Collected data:
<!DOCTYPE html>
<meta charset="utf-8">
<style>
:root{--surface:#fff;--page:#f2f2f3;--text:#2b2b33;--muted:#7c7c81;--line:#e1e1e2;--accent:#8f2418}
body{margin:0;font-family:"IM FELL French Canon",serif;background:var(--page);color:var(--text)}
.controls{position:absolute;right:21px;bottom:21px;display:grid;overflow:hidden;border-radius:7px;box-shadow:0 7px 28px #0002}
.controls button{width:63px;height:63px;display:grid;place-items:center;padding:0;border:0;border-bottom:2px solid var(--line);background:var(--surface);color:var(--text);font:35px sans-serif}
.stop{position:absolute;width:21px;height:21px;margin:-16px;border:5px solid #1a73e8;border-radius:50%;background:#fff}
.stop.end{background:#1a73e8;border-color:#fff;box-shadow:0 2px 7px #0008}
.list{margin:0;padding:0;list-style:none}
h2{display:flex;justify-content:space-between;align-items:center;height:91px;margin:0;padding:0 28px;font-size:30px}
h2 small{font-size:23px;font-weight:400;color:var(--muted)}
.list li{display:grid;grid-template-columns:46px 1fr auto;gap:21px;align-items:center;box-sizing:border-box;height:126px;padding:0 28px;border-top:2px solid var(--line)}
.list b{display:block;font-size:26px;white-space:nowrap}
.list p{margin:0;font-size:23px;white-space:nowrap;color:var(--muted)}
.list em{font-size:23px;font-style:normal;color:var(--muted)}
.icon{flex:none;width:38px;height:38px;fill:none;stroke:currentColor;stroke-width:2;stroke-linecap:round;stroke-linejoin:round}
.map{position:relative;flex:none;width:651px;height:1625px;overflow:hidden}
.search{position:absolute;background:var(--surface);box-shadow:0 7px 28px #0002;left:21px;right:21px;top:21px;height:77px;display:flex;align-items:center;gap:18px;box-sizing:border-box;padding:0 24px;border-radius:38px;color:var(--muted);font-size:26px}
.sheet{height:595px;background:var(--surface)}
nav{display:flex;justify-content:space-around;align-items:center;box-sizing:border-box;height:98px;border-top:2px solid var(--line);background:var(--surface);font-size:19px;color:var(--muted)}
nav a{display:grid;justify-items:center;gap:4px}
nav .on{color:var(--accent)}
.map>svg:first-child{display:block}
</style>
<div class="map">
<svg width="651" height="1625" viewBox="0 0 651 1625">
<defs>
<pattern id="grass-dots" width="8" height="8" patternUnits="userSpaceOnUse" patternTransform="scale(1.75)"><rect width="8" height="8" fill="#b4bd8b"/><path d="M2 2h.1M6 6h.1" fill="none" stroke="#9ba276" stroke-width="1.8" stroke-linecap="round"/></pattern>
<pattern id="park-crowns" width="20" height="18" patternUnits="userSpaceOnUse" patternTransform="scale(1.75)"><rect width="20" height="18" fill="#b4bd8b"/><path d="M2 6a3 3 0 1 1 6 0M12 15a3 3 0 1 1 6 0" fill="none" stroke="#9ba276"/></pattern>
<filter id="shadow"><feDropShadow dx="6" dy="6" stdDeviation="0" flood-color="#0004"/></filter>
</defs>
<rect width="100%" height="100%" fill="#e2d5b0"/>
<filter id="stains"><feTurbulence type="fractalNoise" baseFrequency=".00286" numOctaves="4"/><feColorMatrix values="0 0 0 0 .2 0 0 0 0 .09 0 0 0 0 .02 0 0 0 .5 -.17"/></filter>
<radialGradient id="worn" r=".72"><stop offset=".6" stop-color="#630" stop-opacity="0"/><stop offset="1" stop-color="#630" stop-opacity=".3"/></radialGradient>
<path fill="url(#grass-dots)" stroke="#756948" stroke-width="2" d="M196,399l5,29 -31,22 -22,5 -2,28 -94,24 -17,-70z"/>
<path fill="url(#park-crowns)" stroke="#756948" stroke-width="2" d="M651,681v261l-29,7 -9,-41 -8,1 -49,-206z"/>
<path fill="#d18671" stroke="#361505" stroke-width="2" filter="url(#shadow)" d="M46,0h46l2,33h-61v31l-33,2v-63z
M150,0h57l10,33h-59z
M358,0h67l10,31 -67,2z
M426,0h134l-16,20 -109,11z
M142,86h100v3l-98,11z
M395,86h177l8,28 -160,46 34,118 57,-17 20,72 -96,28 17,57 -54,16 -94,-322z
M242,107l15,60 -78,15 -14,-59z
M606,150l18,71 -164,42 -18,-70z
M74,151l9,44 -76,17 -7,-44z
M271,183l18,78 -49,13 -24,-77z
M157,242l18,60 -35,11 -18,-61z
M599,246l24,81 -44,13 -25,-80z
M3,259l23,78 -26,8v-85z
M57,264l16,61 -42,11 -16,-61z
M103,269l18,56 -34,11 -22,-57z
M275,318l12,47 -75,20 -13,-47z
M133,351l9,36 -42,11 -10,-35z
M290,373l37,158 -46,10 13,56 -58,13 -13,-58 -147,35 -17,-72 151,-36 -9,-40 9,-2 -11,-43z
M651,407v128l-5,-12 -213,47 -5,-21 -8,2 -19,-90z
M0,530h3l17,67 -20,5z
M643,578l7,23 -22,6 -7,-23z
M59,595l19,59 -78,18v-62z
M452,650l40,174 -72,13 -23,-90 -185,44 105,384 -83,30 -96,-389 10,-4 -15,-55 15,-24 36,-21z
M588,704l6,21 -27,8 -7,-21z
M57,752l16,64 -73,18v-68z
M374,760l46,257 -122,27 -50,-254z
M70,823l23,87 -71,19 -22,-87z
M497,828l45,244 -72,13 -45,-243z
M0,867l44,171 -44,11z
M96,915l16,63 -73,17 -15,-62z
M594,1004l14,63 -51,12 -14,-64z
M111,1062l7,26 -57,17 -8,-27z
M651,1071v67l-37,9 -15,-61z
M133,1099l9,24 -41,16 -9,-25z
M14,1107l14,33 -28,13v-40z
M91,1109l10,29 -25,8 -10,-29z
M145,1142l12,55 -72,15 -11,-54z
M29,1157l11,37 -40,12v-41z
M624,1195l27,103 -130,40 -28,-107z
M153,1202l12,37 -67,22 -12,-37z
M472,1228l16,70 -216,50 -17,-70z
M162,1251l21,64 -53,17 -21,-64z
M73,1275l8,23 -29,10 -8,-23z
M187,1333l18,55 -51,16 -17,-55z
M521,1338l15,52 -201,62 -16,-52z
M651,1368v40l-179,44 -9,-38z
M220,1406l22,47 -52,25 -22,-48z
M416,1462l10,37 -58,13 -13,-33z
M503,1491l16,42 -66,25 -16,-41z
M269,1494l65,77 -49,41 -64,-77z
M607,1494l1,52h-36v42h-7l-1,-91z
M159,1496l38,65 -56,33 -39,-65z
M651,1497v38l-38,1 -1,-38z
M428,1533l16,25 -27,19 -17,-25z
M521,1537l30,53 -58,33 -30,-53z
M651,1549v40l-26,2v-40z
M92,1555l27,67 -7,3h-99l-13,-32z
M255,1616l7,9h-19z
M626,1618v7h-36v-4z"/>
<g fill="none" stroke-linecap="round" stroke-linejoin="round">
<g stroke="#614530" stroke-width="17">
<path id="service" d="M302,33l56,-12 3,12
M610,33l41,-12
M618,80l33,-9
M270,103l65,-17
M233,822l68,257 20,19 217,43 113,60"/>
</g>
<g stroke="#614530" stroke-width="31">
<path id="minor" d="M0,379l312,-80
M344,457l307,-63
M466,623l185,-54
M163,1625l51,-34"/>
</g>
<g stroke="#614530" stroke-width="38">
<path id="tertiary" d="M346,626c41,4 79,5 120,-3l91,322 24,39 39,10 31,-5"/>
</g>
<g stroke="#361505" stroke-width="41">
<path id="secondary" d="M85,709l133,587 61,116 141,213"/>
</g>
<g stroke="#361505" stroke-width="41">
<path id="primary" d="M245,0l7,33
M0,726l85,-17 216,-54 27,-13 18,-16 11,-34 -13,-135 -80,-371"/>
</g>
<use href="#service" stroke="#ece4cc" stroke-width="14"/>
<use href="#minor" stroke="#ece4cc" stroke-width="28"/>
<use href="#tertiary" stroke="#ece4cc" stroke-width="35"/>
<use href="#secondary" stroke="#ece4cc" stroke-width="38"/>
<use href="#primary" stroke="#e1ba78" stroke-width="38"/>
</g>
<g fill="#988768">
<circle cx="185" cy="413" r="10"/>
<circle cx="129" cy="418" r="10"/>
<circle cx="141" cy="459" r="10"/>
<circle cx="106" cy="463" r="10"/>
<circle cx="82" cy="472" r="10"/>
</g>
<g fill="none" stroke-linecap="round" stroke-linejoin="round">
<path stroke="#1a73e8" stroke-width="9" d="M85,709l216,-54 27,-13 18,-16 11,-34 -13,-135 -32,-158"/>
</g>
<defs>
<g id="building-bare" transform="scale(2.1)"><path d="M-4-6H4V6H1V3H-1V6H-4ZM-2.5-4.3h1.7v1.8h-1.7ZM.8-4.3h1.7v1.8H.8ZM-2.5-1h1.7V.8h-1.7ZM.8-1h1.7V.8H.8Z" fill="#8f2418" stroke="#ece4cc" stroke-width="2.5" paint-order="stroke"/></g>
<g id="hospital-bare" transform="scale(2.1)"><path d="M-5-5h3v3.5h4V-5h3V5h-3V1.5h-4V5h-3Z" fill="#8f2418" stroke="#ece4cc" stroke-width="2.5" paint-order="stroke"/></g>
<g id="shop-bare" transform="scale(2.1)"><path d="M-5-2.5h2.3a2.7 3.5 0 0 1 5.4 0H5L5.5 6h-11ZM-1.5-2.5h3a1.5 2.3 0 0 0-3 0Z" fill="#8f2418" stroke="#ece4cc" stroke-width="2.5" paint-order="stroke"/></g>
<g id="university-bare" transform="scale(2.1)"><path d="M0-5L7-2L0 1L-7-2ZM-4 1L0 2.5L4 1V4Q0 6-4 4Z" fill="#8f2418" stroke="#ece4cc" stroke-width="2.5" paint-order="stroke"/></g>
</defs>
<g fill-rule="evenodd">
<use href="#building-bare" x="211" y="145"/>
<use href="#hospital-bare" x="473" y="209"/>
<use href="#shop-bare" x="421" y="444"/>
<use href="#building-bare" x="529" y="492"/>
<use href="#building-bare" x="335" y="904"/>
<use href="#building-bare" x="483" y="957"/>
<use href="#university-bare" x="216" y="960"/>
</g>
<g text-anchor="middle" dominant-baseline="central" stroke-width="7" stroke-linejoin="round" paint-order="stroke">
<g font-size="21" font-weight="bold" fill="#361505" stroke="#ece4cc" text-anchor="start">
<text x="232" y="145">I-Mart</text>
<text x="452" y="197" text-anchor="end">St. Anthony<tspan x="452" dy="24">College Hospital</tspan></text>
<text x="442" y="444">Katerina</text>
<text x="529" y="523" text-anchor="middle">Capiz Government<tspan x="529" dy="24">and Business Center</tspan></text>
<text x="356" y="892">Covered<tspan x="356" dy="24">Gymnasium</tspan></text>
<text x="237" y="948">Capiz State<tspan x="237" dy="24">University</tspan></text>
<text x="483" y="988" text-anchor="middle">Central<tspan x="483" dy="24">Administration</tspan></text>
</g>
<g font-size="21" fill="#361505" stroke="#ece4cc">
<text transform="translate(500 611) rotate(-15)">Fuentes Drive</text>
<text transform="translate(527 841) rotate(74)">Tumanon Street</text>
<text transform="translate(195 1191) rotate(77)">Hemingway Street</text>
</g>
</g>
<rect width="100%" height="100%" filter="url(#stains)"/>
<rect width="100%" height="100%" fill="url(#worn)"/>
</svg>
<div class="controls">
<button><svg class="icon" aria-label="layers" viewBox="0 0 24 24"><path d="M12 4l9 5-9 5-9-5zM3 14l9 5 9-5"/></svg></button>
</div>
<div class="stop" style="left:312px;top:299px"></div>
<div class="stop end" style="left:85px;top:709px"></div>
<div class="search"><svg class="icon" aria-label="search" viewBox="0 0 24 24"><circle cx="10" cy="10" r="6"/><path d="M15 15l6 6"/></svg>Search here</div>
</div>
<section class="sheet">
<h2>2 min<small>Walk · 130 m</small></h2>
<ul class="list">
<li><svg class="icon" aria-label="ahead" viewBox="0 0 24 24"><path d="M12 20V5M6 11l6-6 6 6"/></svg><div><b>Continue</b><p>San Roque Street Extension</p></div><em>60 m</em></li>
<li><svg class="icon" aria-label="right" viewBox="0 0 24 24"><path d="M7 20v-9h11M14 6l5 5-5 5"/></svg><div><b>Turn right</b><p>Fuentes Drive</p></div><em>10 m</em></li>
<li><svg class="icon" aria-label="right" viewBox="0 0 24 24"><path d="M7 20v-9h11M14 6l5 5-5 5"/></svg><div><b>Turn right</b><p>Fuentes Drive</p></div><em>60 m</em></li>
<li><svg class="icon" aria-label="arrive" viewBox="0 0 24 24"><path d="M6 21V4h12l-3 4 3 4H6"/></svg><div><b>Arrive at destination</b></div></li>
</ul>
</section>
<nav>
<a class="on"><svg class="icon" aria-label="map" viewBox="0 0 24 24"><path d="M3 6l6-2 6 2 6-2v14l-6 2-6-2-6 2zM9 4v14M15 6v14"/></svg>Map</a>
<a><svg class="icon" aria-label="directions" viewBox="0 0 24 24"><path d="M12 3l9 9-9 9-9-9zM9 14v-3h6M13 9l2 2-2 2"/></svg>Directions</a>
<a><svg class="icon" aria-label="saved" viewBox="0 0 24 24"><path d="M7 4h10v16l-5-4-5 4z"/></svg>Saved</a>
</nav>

* * *

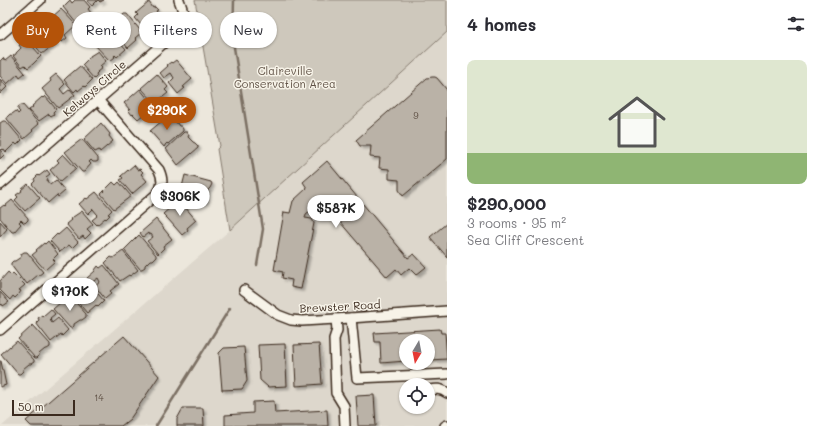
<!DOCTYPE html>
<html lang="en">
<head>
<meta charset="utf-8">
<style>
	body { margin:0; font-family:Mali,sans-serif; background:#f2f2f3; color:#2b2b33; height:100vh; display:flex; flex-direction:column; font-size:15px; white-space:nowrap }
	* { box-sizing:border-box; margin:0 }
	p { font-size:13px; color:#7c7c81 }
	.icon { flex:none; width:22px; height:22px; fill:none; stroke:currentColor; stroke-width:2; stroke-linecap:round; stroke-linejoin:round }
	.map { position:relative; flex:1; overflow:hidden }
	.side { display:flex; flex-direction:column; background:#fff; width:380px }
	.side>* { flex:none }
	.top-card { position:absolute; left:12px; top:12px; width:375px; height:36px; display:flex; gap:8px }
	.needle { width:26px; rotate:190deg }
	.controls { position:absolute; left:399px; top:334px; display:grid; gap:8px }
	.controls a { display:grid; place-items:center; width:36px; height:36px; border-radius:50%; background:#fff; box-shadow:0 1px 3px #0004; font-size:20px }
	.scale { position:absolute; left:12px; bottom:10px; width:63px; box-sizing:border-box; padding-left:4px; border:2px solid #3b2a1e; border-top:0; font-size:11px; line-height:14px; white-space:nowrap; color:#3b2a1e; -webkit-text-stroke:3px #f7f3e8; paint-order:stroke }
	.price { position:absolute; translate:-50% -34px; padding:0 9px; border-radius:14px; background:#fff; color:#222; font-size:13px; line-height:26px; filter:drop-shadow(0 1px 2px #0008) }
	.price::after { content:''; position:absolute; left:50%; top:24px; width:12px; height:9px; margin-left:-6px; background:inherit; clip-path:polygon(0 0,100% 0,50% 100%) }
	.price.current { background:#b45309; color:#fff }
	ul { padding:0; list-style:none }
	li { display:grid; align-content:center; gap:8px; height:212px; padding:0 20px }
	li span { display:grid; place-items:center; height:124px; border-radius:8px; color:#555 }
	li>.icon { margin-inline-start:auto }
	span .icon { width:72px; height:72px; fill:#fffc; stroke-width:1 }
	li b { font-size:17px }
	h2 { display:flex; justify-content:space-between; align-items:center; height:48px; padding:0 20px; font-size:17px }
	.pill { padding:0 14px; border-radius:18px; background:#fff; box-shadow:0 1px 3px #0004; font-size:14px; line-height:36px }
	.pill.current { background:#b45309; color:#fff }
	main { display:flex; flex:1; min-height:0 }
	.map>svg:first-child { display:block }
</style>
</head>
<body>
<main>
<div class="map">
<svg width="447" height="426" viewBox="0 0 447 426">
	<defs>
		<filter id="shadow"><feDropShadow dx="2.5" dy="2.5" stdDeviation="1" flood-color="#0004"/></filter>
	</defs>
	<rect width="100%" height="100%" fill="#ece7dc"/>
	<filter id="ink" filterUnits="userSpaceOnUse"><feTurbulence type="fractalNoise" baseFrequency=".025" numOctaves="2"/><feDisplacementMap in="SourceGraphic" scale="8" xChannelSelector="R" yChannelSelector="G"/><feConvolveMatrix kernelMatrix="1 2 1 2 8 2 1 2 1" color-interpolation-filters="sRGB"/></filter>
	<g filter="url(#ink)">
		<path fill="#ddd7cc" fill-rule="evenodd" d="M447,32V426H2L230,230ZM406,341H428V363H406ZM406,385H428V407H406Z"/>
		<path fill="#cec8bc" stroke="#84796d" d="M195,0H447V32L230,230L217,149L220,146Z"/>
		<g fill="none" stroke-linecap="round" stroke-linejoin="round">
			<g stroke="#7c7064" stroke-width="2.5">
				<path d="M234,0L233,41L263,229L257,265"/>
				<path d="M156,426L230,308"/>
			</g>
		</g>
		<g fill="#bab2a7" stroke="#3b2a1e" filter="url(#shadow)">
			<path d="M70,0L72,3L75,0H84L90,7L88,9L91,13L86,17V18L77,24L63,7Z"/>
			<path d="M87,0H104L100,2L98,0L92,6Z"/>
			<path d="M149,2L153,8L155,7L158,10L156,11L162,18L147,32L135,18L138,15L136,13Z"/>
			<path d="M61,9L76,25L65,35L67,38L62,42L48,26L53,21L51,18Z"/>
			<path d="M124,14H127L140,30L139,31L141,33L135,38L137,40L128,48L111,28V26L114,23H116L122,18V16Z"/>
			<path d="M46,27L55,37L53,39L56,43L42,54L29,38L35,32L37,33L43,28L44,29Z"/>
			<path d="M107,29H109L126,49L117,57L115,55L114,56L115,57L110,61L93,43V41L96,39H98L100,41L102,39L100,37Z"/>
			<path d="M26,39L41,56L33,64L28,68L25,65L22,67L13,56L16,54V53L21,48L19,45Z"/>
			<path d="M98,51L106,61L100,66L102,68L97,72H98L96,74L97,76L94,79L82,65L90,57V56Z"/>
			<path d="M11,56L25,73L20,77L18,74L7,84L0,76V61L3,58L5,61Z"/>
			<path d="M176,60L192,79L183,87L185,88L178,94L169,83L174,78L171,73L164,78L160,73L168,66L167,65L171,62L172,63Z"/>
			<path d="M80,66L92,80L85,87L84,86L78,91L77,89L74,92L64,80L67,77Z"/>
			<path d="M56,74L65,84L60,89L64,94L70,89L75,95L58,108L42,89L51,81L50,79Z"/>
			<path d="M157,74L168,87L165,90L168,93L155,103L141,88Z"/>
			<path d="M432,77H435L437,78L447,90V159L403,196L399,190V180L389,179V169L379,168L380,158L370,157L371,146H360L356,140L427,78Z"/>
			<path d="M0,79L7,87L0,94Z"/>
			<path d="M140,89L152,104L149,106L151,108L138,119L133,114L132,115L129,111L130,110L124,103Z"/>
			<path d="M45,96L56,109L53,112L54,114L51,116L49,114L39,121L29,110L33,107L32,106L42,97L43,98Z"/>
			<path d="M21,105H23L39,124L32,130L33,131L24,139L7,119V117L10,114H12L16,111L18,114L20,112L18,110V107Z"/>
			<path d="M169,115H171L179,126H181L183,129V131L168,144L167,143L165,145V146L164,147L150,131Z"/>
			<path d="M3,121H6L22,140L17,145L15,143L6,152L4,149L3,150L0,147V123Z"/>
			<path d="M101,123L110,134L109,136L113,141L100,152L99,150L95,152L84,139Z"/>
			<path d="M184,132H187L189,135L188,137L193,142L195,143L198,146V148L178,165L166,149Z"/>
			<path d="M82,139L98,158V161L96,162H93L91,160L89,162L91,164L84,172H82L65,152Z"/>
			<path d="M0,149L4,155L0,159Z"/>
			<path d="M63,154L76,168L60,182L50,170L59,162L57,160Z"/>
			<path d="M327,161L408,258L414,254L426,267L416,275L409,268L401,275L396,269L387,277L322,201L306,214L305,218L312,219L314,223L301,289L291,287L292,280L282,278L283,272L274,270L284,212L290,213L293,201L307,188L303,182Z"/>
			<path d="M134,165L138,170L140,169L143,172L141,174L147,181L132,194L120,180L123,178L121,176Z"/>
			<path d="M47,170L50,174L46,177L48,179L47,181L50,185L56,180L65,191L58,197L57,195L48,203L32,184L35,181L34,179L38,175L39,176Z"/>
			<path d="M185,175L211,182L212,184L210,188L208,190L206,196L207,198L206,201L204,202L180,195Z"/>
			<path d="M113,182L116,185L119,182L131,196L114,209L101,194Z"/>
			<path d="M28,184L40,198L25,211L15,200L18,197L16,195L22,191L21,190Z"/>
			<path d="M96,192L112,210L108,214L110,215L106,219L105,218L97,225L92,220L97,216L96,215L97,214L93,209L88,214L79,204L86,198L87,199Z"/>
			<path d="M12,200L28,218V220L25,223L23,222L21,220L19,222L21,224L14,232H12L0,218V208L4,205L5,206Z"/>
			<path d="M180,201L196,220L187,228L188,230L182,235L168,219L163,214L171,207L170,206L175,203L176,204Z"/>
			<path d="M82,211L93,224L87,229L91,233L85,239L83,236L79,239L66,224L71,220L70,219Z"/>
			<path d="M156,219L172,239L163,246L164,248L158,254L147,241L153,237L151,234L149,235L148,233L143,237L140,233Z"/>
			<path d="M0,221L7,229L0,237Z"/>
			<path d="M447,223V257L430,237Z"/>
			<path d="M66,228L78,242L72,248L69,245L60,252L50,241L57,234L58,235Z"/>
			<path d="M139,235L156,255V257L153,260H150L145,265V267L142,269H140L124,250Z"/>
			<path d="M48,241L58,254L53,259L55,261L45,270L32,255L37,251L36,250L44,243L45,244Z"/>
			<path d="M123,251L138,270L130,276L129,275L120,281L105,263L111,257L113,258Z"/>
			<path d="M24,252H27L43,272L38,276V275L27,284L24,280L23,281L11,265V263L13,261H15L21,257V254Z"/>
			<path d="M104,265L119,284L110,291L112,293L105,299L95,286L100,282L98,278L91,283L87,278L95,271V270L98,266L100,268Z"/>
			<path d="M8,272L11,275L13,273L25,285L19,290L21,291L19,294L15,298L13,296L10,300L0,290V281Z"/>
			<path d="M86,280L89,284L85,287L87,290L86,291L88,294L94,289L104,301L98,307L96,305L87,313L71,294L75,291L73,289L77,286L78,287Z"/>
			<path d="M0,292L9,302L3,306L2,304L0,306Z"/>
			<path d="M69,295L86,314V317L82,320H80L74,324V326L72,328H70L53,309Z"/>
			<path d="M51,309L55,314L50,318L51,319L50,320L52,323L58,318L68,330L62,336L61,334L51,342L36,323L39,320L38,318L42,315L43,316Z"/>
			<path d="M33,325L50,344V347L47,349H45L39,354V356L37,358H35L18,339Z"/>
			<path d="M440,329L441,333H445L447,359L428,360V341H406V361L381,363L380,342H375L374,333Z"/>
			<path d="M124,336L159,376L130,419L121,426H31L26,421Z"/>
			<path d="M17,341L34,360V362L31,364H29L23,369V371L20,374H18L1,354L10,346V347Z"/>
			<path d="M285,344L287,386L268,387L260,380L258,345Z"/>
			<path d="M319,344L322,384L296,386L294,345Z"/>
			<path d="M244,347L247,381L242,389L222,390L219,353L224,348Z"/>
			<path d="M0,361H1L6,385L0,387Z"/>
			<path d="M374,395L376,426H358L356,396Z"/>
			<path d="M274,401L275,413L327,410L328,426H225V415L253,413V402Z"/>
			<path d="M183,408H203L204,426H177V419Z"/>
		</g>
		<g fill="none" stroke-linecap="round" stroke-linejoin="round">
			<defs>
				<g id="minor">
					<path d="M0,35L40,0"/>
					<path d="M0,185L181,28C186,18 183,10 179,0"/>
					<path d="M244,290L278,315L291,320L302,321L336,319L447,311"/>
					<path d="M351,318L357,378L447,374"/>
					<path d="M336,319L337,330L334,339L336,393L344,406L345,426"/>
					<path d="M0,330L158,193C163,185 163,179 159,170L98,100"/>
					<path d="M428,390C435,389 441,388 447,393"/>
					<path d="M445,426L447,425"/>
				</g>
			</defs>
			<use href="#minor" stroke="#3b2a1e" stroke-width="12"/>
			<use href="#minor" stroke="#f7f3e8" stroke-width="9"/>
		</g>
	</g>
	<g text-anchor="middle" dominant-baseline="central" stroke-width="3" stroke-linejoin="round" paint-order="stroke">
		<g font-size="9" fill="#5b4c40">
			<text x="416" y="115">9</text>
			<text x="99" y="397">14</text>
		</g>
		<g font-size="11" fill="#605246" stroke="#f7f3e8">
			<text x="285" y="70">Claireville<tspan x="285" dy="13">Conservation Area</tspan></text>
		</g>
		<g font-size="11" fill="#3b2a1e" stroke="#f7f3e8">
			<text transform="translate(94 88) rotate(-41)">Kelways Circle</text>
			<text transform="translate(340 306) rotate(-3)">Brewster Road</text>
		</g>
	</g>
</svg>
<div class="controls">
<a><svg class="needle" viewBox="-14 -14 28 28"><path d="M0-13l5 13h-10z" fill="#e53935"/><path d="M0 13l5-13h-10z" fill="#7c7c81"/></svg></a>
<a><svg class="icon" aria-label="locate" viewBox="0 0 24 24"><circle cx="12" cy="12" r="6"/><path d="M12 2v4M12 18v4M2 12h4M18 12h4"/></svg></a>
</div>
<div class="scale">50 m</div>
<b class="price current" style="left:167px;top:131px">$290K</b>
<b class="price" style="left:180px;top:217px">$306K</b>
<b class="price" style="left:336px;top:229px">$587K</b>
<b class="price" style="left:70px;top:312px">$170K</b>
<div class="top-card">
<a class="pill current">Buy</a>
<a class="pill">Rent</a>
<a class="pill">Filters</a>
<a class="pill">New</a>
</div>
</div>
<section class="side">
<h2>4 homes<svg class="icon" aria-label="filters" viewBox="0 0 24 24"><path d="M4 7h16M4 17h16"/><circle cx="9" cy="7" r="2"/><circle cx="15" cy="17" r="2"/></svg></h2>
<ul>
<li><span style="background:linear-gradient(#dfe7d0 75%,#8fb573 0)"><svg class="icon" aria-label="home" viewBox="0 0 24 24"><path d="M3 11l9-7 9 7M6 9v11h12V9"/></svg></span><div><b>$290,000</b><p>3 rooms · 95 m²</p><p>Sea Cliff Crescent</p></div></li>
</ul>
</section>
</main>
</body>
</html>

What you have to do: The answer must be a single number: how many lines above contain "solid".

Solution to this exercise: 5